You can also use Kubernetes match expressions to include or exclude namespaces. The valid operators are:

  • In
  • NotIn
  • Exists
  • DoesNotExist

The general structure the matchExpressions section is one or more of the following lines:

{key: VALUE, operator: OPERATOR, values: LIST_OF_VALUES}

Here's a complete example:

common:
  config:
    namespaceSelector:
      matchExpressions:
      - {key: newrelic.com/scrape, operator: NotIn, values: ["false"]}
You can include More than one line in the `matchExpresions` section, and the expressions are concatenated. All must be true for the filter to apply. Labels and match expressions are explained in more detail [here](https://kubernetes.io/docs/concepts/overview/working-with-objects/labels/).

In this example, namespaces with the label newrelic.com/scrape set to false will be excluded:

global:
  licenseKey: _YOUR_NEW_RELIC_LICENSE_KEY_
  cluster: _K8S_CLUSTER_NAME_

# ... Other settings as shown above

# Configuration for newrelic-infrastructure
newrelic-infrastructure:
  # ... Other settings as shown above
  common:
    config:
      namespaceSelector:
        matchExpressions:
        - {key: newrelic.com/scrape, operator: NotIn, values: ["false"]}

See a full list of the settings that you can in the chart's README file.

How can I know which namespaces are excluded? [#excluded-namespaces]

All the namespaces within the cluster are listed thanks to the K8sNamespace sample.

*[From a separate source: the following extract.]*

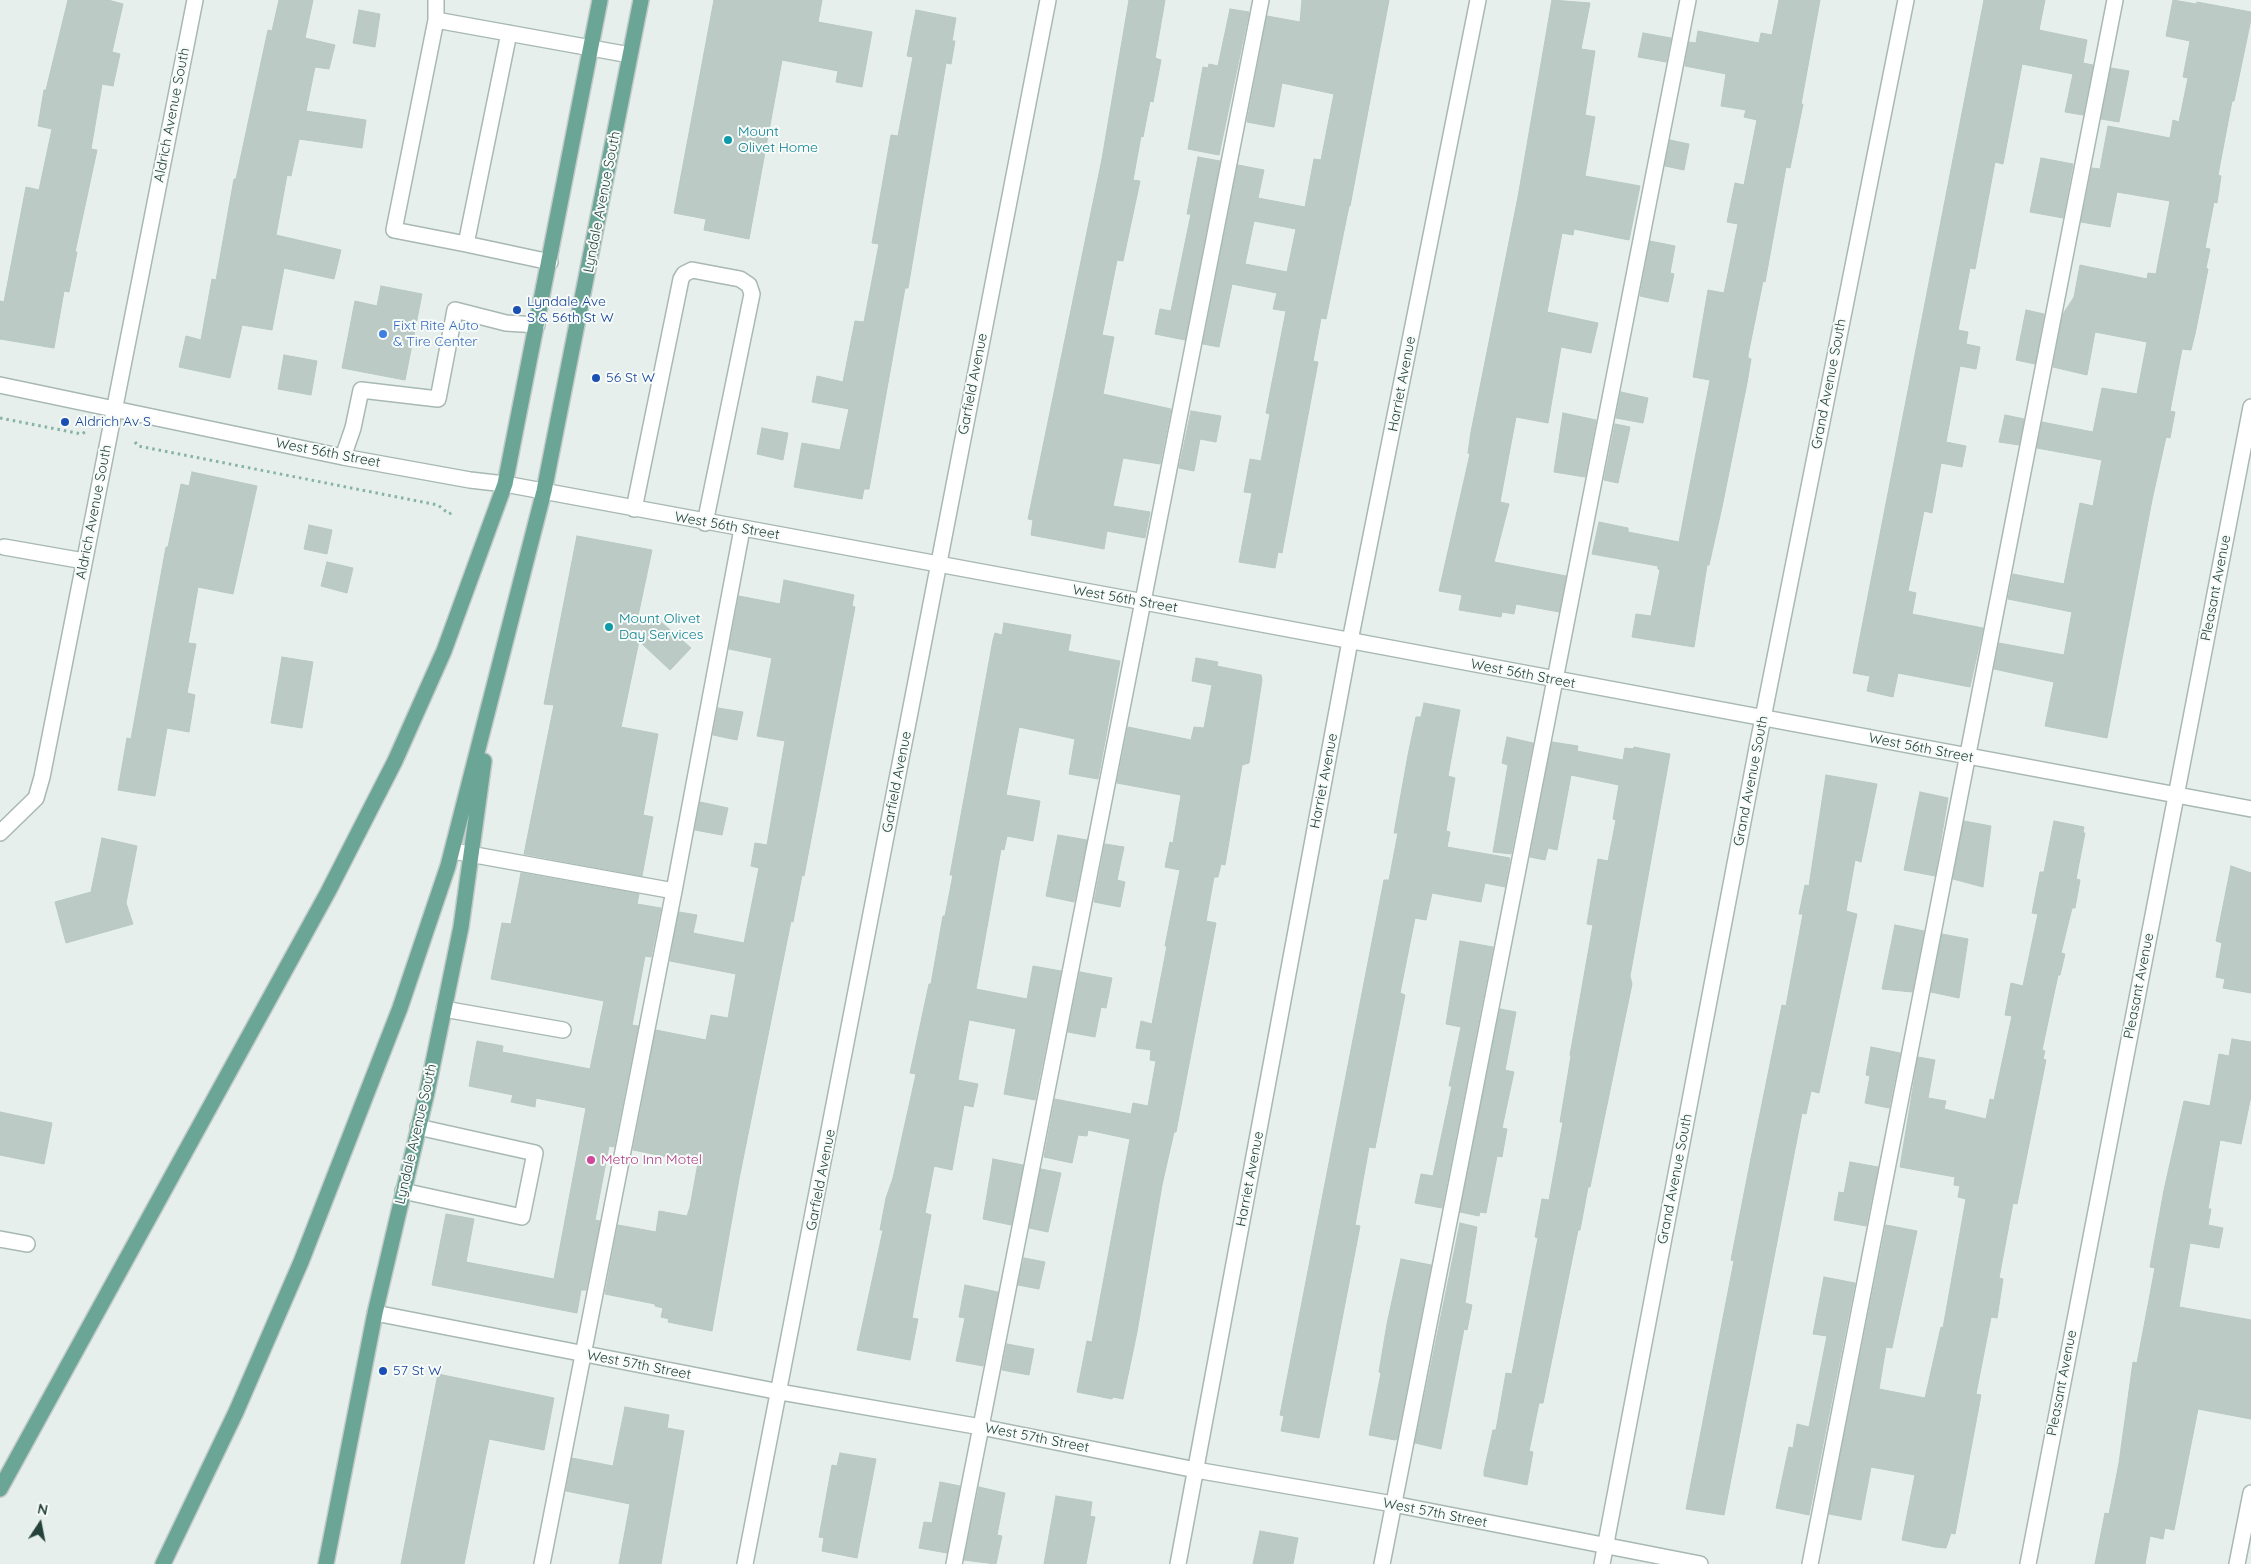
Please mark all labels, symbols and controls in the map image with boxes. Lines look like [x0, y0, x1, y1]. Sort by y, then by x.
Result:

The nrFiltered attribute determines whether the data related to the namespace is going to be scraped.

Use this query to know which namespaces are being monitored:

FROM K8sNamespaceSample SELECT displayName, nrFiltered
WHERE clusterName = INSERT_NAME_OF_CLUSTER SINCE
2 MINUTES AGO

What data is being discarded from the excluded namespaces? [#namespaces-discarded-data]

The following samples won't be available for the excluded namespaces:

  • K8sContainerSample
  • K8sDaemonsetSample
  • K8sDeploymentSample
  • K8sEndpointSample
  • K8sHpaSample
  • K8sPodSample
  • K8sReplicasetSample
  • K8sServiceSample
  • K8sStatefulsetSample
  • K8sVolumeSample

Kubernetes state metrics

The Kubernetes cluster explorer requires only the following kube state metrics (KSM):

  • Container data
  • Cluster data
  • Node data
  • Pod data
  • Volume data
  • API server data1
  • Controller manager data1
  • ETCD data1
  • Scheduler data1

1 Not collected in a managed Kubernetes environment (EKS, GKE, AKS, etc.)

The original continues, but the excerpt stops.